Les routes mauritaniennes sont de plus en plus meurtrières. Les principaux facteurs à l'origine de cette situation sont connus. Les responsables semblent peu s'émouvoir de la situation. Toutefois, l'ampleur de la situation et les réseaux sociaux semblent pousser les autorités à réagir.

Depuis le début du mois d'août, ce sont plusieurs dizaines de personnes qui ont perdu la vie dans des accidents des circulations, sans compter le nombre élevé de blessés dont certains sont devenus des handicapés à vie.

La multiplication des accidents au cours de ces dernières années s'explique par une multitude de facteurs: indiscipline des chauffeurs, état calamiteux des routes, dunes de sables qui couvrent une partie de la route, corruption des agents en charge de la circulation, le laisser-aller des autorités, la surcharge des voitures de transport, le non-respect de la règlementation, l'excès de vitesse, etc..

Conséquence, les accidents sont de plus en plus meurtriers.

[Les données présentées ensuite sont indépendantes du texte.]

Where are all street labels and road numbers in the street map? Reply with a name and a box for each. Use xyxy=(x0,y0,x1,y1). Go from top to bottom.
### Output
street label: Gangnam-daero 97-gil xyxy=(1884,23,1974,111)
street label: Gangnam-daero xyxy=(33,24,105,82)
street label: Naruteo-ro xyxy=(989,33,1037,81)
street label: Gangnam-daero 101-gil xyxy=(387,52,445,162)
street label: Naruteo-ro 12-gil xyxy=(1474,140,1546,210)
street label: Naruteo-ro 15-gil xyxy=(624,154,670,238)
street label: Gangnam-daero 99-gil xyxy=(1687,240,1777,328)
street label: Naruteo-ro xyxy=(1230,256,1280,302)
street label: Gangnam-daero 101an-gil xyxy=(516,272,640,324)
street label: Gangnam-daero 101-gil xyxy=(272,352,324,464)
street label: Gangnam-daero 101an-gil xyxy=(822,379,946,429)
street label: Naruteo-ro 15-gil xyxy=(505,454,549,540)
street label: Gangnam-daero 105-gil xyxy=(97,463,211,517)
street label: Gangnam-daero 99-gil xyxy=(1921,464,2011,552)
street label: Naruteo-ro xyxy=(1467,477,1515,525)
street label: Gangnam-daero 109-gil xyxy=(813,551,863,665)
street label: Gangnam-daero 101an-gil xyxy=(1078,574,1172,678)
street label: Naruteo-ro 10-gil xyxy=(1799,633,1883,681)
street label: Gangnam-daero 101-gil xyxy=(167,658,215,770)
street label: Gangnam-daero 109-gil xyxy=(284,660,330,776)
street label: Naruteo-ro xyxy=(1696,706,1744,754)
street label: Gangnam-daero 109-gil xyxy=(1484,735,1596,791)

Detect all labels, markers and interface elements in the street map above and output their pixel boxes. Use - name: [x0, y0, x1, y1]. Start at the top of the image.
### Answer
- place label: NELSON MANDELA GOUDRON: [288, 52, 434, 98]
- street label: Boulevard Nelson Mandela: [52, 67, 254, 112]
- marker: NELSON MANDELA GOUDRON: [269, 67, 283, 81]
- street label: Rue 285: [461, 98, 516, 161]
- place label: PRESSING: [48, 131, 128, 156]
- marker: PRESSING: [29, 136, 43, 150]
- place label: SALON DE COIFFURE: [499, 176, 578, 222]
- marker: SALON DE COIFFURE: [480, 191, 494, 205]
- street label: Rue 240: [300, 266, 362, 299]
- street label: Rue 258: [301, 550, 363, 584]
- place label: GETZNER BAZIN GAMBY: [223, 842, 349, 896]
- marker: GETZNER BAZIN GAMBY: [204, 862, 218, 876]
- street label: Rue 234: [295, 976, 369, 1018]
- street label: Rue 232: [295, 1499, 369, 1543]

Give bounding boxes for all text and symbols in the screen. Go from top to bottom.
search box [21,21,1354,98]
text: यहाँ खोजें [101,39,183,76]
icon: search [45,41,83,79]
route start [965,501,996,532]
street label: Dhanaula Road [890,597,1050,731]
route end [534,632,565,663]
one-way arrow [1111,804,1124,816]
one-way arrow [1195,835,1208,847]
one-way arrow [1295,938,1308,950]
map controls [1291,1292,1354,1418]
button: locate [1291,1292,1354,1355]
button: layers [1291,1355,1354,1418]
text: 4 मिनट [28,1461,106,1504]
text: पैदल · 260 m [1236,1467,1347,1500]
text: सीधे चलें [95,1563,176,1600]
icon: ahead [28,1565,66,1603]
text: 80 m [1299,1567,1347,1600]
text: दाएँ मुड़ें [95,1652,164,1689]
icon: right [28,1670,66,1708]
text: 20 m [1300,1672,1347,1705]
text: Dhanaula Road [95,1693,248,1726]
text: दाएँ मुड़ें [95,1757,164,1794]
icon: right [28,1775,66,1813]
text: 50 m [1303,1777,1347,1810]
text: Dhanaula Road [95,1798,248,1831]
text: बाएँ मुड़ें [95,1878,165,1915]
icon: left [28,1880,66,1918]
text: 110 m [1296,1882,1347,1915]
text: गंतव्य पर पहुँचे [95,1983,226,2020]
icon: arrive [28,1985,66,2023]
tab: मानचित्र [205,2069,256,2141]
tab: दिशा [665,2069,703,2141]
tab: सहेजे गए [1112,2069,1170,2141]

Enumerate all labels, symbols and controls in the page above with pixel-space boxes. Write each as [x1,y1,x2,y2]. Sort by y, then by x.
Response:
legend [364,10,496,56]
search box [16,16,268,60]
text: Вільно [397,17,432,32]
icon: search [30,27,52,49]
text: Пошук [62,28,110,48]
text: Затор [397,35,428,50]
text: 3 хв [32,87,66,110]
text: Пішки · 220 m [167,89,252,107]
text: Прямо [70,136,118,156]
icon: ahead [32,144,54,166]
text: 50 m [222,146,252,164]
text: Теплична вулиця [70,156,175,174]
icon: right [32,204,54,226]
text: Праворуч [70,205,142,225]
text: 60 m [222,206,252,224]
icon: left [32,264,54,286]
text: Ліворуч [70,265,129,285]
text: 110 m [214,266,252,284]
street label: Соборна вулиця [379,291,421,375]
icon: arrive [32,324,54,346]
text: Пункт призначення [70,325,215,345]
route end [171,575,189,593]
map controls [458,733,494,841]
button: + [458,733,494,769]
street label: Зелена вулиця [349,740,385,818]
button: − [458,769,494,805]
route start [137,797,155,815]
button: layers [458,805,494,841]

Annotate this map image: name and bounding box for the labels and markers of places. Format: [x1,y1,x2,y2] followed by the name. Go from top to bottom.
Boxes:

Ainsi, selon des chiffres de «Dune-Voices» de 2017 "les accidents de la route en Mauritanie fauchent les âmes à toutes les heures. 22 accidents sur la voie publique ont lieu chaque jour, c'est-à-dire un accident toutes les heures et 6 minutes".

En plus, selon les mêmes statistiques, "en plus de la moyenne d’une personne décédée toutes les 48 heures, ces accidents causent tous les jours des blessures à huit personnes, ce qui revient à la moyenne d’une personne blessée toutes les 3 heures". Selon plusieurs sources, la situation est même beaucoup plus catastrophique.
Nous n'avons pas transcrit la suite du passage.